── INFORMATION

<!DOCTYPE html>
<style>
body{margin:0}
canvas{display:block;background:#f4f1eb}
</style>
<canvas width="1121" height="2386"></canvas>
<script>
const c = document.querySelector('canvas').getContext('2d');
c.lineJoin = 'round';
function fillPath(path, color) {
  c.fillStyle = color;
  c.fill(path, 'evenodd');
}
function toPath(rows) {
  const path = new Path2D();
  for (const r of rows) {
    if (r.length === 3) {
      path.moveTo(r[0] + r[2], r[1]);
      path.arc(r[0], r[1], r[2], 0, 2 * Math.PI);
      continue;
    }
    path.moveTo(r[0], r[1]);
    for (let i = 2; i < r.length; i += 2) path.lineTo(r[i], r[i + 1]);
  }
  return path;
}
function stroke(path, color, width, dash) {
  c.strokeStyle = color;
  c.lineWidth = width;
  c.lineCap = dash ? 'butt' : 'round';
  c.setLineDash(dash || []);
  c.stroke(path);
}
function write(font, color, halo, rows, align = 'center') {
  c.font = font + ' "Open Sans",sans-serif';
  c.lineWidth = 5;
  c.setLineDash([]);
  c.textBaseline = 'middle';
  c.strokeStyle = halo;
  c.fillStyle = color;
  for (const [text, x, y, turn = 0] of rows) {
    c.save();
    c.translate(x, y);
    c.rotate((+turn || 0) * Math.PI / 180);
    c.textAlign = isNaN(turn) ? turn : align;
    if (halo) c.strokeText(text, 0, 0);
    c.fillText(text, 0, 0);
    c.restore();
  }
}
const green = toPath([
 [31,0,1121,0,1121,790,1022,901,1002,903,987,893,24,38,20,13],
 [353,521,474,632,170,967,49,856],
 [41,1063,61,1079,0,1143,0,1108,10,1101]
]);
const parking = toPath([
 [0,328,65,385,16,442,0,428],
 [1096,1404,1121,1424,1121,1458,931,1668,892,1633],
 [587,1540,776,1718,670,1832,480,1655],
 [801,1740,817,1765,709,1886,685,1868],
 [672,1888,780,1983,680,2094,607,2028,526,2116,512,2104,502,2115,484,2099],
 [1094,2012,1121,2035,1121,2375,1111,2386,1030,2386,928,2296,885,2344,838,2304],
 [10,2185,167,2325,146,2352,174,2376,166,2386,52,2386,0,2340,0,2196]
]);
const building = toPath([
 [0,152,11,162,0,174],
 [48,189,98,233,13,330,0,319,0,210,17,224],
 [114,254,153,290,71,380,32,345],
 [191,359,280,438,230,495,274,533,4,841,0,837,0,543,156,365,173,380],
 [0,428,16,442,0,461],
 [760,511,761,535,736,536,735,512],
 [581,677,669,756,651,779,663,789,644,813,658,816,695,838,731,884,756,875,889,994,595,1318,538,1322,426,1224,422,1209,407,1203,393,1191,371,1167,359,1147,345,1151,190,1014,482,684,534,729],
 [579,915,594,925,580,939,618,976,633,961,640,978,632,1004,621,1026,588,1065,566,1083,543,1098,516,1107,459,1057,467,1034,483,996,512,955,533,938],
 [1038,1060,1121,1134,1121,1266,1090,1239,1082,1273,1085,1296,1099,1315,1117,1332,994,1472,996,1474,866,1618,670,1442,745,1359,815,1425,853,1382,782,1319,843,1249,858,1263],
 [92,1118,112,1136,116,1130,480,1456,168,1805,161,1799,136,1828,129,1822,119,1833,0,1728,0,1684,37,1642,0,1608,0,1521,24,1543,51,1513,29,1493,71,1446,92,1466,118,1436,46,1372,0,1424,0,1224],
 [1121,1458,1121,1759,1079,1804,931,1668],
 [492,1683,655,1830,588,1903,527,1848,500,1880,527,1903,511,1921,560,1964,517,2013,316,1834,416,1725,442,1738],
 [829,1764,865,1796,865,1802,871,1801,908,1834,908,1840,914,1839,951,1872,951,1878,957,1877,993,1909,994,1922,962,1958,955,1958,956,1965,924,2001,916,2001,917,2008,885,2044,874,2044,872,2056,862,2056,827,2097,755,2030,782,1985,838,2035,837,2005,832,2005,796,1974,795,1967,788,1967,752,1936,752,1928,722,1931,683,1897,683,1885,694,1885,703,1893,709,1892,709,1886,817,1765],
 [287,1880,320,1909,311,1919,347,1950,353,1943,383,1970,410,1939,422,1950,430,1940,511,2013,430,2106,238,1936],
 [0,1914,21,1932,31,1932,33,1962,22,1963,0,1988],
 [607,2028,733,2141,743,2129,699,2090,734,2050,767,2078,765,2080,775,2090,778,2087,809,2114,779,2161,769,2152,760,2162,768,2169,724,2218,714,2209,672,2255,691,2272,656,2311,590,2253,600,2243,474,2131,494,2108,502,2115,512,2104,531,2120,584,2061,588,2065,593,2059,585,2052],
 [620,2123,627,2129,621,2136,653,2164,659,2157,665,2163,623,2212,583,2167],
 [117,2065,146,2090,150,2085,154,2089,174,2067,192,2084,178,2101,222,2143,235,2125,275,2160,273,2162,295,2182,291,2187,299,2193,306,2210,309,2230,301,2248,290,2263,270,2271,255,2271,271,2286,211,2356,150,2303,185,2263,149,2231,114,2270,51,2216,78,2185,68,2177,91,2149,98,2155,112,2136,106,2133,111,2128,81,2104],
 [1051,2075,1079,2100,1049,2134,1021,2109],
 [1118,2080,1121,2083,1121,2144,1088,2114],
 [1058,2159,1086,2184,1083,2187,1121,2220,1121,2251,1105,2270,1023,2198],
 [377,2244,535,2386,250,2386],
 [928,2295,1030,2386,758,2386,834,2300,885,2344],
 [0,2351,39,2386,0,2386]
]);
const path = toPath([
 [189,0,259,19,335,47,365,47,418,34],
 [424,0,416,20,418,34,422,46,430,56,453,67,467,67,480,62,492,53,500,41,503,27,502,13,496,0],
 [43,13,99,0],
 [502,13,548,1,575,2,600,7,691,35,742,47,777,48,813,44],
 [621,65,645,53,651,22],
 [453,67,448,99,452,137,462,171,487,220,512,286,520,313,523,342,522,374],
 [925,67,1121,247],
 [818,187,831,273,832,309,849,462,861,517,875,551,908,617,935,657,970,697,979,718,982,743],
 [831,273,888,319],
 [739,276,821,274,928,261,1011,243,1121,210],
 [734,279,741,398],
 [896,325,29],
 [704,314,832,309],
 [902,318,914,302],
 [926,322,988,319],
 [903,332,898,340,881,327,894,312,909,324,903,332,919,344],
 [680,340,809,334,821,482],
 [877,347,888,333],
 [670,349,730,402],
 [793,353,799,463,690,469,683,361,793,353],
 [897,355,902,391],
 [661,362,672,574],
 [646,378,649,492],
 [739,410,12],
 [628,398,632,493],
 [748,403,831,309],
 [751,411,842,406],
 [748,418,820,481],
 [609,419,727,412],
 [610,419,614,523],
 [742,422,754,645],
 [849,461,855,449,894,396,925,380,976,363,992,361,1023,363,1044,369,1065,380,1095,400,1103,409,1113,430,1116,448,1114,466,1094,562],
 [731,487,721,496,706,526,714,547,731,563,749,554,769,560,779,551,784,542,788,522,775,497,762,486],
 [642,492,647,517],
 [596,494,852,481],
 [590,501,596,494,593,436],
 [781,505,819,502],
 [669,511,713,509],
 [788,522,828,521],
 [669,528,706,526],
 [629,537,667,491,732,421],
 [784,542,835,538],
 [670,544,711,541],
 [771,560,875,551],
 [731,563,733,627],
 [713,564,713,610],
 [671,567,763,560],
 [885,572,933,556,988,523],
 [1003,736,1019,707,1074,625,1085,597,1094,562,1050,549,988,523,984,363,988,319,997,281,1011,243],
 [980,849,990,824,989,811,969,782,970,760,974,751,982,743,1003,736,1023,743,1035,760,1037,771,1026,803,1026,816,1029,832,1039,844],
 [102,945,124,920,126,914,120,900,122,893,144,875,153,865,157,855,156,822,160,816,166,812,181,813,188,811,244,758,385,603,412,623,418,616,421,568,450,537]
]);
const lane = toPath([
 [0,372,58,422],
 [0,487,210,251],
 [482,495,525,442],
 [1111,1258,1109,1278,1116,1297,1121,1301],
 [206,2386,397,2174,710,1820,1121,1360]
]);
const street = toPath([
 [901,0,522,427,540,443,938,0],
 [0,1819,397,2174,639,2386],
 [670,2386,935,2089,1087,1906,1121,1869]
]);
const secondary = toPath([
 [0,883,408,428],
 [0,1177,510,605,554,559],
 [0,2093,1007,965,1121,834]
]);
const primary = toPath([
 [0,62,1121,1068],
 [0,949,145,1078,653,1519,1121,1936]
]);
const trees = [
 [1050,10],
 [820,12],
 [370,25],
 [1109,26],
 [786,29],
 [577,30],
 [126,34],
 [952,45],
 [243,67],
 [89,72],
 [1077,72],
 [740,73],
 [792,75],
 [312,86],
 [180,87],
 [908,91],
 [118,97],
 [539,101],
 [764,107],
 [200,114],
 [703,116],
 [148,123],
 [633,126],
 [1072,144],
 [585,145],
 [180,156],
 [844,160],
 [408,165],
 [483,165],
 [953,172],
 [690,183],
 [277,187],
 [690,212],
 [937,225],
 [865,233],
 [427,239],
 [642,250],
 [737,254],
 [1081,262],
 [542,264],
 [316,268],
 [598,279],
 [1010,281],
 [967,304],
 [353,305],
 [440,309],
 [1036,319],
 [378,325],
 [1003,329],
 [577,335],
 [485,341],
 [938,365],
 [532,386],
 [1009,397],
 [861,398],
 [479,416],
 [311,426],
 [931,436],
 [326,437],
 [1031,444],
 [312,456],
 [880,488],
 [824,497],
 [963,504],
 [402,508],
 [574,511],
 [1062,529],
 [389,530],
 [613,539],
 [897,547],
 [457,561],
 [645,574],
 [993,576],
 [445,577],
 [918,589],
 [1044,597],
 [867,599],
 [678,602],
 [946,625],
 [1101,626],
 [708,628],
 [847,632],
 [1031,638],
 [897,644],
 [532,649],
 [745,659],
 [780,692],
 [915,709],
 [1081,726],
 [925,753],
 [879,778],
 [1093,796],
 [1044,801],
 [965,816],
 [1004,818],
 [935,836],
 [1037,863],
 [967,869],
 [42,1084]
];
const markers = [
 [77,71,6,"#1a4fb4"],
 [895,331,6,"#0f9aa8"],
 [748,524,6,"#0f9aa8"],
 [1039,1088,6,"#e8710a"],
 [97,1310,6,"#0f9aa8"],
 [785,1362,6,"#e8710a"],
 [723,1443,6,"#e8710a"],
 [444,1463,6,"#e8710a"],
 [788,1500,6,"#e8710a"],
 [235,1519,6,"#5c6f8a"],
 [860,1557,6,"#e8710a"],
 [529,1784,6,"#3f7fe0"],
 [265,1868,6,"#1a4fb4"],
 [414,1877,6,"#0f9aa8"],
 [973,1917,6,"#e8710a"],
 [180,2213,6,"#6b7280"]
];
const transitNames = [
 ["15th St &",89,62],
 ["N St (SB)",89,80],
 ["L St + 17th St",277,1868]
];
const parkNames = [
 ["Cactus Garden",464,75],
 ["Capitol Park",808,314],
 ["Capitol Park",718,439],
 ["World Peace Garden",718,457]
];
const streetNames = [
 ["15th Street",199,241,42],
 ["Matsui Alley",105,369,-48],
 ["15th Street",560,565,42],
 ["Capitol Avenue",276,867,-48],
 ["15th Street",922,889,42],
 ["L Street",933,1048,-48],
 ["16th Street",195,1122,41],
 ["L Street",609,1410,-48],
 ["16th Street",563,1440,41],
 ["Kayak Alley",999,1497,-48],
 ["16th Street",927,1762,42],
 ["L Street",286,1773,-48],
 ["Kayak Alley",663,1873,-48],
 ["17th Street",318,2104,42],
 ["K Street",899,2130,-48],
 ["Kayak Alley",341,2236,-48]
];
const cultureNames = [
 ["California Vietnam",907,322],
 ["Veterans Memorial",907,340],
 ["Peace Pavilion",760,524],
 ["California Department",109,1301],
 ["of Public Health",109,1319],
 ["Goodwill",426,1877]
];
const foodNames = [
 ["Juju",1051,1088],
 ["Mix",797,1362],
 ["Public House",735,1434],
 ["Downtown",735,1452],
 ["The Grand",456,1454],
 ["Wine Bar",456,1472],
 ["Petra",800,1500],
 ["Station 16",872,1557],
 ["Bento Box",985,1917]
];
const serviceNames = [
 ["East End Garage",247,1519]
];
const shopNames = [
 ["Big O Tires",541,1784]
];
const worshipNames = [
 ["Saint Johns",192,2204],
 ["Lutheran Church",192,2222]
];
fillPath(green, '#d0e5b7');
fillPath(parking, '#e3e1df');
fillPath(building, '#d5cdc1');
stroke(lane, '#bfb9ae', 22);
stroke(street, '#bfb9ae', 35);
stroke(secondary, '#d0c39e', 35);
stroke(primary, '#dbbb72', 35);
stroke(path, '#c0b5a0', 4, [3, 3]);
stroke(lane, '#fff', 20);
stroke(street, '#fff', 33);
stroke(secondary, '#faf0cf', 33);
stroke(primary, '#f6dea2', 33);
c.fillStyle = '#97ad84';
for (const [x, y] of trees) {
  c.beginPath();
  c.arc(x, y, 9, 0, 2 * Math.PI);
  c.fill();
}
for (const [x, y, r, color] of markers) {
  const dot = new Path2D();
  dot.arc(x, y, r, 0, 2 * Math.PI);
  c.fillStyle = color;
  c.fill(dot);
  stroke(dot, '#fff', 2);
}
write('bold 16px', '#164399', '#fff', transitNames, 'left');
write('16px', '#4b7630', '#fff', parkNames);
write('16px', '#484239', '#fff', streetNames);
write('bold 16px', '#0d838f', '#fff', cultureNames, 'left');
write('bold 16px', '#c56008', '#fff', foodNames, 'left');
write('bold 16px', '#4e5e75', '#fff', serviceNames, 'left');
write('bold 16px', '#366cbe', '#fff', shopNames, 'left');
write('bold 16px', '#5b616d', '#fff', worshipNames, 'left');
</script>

────

### INSTRUCTIONS FOR THE TASK
In the data above, find each line where the string "font" appears, then copy it.

### EXERCISE RESULT
function write(font, color, halo, rows, align = 'center') {
  c.font = font + ' "Open Sans",sans-serif';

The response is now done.